# Task instructions
From the first line to the last, return the data exactly, with no pictures.

----- Recorded data

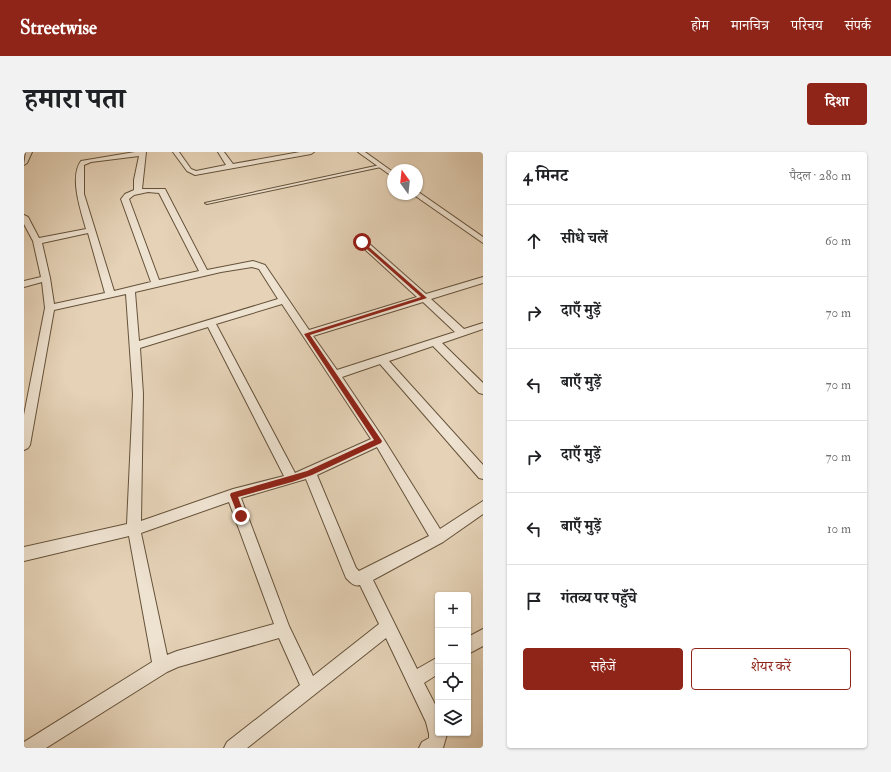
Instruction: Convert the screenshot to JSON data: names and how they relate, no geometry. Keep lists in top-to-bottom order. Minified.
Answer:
{"north":"top","page":{"header":"Streetwise","nav":["होम","मानचित्र","परिचय","संपर्क"],"title":"हमारा पता","buttons":["दिशा",["सहेजें","शेयर करें"]],"heading":["4 मिनट","पैदल · 280 m"],"list":[["सीधे चलें","60 m"],["दाएँ मुड़ें","70 m"],["बाएँ मुड़ें","70 m"],["दाएँ मुड़ें","70 m"],["बाएँ मुड़ें","10 m"],"गंतव्य पर पहुँचे"],"map_buttons":["+","−"]}}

----------

# Response area
Instruction: Convert the screenshot to JSON data: names and how they relate, no geometry. Keep lists in top-to-bottom order. Minified.
Answer:
{"north":"top","page":{"header":"Streetwise","nav":["होम","मानचित्र","परिचय","संपर्क"],"title":"हमारा पता","buttons":["दिशा",["सहेजें","शेयर करें"]],"heading":["4 मिनट","पैदल · 280 m"],"list":[["सीधे चलें","60 m"],["दाएँ मुड़ें","70 m"],["बाएँ मुड़ें","70 m"],["दाएँ मुड़ें","70 m"],["बाएँ मुड़ें","10 m"],"गंतव्य पर पहुँचे"],"map_buttons":["+","−"]}}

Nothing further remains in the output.